Aim of the exercise
Keep every line in which "radius" occurs and drop the rest of the data.
──────── Source information
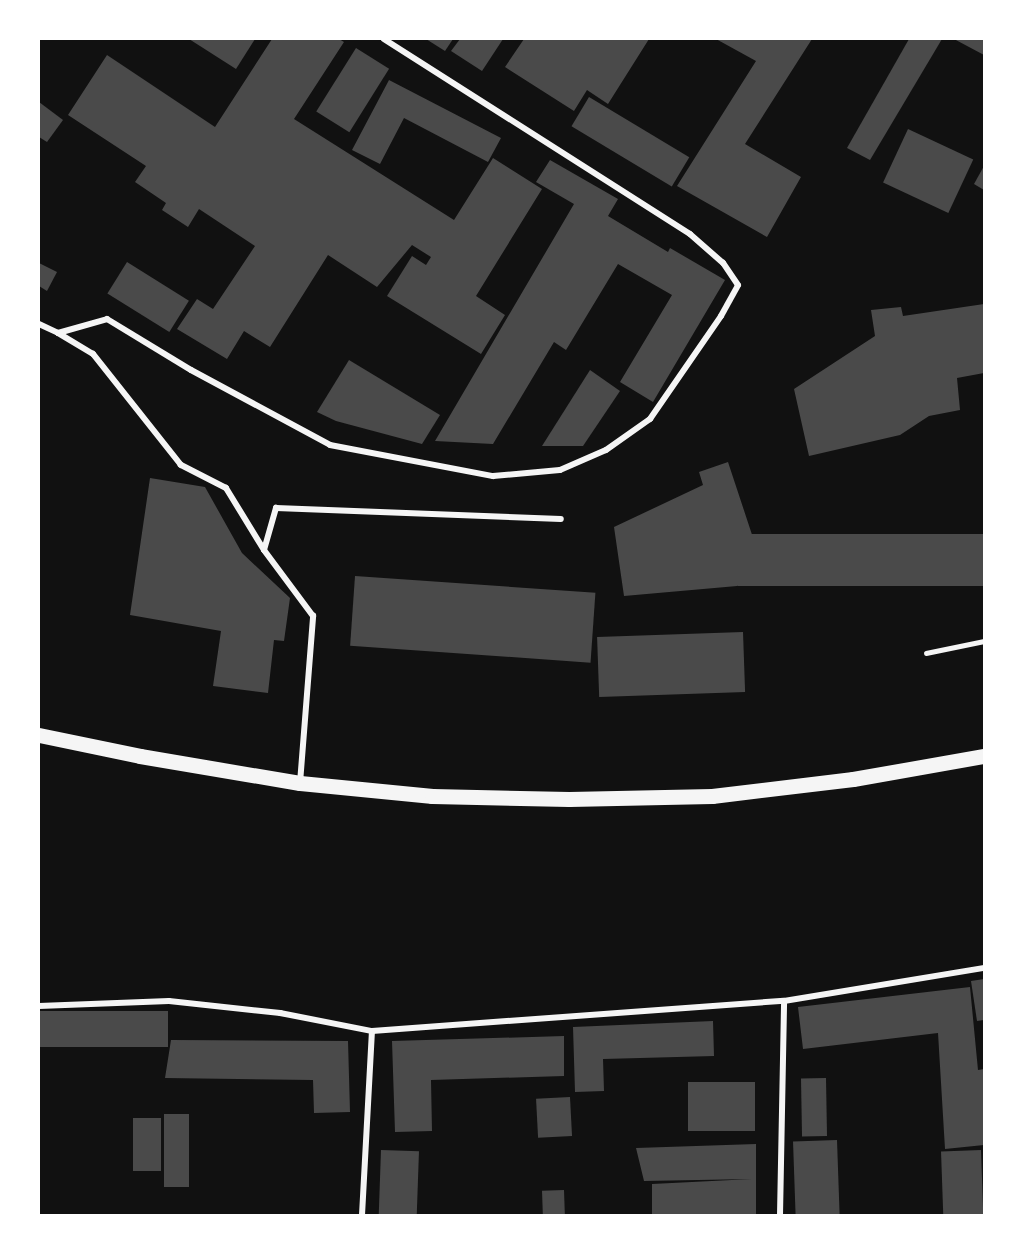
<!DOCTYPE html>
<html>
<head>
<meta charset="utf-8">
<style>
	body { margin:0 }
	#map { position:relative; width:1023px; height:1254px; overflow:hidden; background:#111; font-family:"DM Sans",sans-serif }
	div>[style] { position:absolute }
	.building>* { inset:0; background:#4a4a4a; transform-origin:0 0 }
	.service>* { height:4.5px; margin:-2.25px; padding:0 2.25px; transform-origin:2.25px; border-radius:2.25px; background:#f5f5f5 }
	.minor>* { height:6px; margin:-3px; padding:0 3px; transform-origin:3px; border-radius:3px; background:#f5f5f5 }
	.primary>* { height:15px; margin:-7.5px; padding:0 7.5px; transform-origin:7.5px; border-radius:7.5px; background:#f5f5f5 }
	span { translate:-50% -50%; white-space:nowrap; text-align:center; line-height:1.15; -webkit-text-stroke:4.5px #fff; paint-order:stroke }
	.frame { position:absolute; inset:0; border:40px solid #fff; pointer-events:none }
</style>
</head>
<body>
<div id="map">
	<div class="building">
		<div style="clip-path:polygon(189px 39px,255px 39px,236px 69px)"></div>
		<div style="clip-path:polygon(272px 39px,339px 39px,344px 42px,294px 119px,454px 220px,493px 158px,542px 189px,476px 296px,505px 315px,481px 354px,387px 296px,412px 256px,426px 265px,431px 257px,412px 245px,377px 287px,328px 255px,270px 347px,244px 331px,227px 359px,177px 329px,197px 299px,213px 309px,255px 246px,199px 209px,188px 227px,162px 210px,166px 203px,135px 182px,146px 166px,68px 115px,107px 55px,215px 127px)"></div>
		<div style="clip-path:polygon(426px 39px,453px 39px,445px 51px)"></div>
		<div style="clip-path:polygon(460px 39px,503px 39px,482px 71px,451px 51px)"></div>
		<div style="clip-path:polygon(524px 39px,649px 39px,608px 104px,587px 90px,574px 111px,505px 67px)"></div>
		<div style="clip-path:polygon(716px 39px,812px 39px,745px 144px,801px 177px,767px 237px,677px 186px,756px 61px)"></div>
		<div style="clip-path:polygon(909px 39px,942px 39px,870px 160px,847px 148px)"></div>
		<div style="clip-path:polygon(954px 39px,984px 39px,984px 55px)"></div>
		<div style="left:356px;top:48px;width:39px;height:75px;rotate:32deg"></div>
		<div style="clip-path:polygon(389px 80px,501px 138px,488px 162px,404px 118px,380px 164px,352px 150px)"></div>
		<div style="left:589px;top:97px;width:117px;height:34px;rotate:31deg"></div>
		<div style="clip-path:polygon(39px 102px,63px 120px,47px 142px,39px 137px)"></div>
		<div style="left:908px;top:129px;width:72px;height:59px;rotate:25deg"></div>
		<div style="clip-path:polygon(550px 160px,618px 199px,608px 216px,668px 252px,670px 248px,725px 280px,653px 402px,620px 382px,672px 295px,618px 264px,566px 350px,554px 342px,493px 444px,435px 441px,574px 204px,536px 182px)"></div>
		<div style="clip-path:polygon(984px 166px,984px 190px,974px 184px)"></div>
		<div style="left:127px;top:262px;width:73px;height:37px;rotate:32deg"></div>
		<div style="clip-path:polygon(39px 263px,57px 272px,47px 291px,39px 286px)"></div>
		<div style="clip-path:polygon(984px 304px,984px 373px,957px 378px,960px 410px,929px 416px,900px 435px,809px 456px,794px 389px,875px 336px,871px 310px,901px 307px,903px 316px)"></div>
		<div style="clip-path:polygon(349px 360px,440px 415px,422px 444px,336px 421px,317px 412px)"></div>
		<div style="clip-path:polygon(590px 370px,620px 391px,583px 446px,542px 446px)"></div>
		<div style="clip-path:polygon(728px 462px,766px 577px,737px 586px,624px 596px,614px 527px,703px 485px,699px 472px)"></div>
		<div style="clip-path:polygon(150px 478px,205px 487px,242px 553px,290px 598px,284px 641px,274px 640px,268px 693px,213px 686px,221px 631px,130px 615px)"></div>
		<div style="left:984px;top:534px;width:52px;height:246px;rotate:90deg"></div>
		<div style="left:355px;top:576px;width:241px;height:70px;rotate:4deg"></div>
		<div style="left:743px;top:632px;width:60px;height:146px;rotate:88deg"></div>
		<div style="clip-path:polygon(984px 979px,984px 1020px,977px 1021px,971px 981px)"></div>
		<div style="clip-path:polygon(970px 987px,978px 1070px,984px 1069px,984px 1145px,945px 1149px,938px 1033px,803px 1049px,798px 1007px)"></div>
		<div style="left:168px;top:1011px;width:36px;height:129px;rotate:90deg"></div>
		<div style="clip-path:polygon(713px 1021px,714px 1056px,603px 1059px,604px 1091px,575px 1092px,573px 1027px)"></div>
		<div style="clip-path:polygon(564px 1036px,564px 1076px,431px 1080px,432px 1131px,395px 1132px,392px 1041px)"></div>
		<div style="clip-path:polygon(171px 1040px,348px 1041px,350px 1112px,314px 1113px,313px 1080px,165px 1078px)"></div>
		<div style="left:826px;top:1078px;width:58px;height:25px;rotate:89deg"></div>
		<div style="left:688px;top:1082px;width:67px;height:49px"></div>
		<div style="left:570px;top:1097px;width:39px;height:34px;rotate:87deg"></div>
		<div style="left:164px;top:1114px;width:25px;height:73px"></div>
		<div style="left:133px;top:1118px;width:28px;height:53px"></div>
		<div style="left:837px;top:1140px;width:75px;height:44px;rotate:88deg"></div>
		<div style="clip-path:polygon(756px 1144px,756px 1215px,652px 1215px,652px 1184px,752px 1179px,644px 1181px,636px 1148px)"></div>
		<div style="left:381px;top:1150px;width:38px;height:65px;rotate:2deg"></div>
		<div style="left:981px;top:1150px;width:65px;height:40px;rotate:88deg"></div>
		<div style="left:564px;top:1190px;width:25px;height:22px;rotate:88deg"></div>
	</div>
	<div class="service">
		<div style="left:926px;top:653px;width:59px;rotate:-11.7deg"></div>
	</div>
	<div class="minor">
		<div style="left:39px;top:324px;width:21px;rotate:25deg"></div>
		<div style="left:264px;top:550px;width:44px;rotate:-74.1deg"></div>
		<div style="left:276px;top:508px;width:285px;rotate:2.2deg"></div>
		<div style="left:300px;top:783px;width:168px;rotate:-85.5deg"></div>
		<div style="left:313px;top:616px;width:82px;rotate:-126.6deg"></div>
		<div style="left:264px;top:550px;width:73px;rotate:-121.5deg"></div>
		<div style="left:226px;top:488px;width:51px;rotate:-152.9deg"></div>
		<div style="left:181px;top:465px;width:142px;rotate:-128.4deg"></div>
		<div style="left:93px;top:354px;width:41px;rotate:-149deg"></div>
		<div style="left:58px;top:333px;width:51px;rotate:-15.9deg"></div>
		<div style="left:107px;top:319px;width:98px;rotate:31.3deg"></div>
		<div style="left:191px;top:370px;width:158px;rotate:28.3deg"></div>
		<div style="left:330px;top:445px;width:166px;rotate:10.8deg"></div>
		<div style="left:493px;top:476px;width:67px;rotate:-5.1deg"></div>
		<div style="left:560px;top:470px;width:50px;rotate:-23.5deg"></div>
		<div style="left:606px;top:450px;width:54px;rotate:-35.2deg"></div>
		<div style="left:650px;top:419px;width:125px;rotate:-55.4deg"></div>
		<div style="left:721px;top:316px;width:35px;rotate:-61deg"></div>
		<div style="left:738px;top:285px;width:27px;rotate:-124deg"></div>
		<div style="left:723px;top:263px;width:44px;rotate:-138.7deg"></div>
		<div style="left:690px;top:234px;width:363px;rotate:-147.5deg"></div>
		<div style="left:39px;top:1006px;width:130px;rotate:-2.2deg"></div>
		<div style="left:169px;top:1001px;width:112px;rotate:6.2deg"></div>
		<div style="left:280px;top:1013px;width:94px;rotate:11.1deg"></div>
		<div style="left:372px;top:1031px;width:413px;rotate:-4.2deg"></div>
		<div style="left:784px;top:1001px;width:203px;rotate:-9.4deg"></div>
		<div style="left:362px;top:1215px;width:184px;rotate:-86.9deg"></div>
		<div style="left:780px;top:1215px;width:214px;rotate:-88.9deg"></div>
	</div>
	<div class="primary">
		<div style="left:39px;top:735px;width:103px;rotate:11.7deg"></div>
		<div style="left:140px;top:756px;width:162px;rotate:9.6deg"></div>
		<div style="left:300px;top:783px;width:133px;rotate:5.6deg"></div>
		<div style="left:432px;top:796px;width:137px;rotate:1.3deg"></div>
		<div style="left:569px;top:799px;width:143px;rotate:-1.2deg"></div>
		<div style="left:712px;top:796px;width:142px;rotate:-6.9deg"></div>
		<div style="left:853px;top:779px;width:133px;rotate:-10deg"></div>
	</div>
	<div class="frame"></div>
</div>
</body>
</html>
────────────────
Solved problem
	.service>* { height:4.5px; margin:-2.25px; padding:0 2.25px; transform-origin:2.25px; border-radius:2.25px; background:#f5f5f5 }
	.minor>* { height:6px; margin:-3px; padding:0 3px; transform-origin:3px; border-radius:3px; background:#f5f5f5 }
	.primary>* { height:15px; margin:-7.5px; padding:0 7.5px; transform-origin:7.5px; border-radius:7.5px; background:#f5f5f5 }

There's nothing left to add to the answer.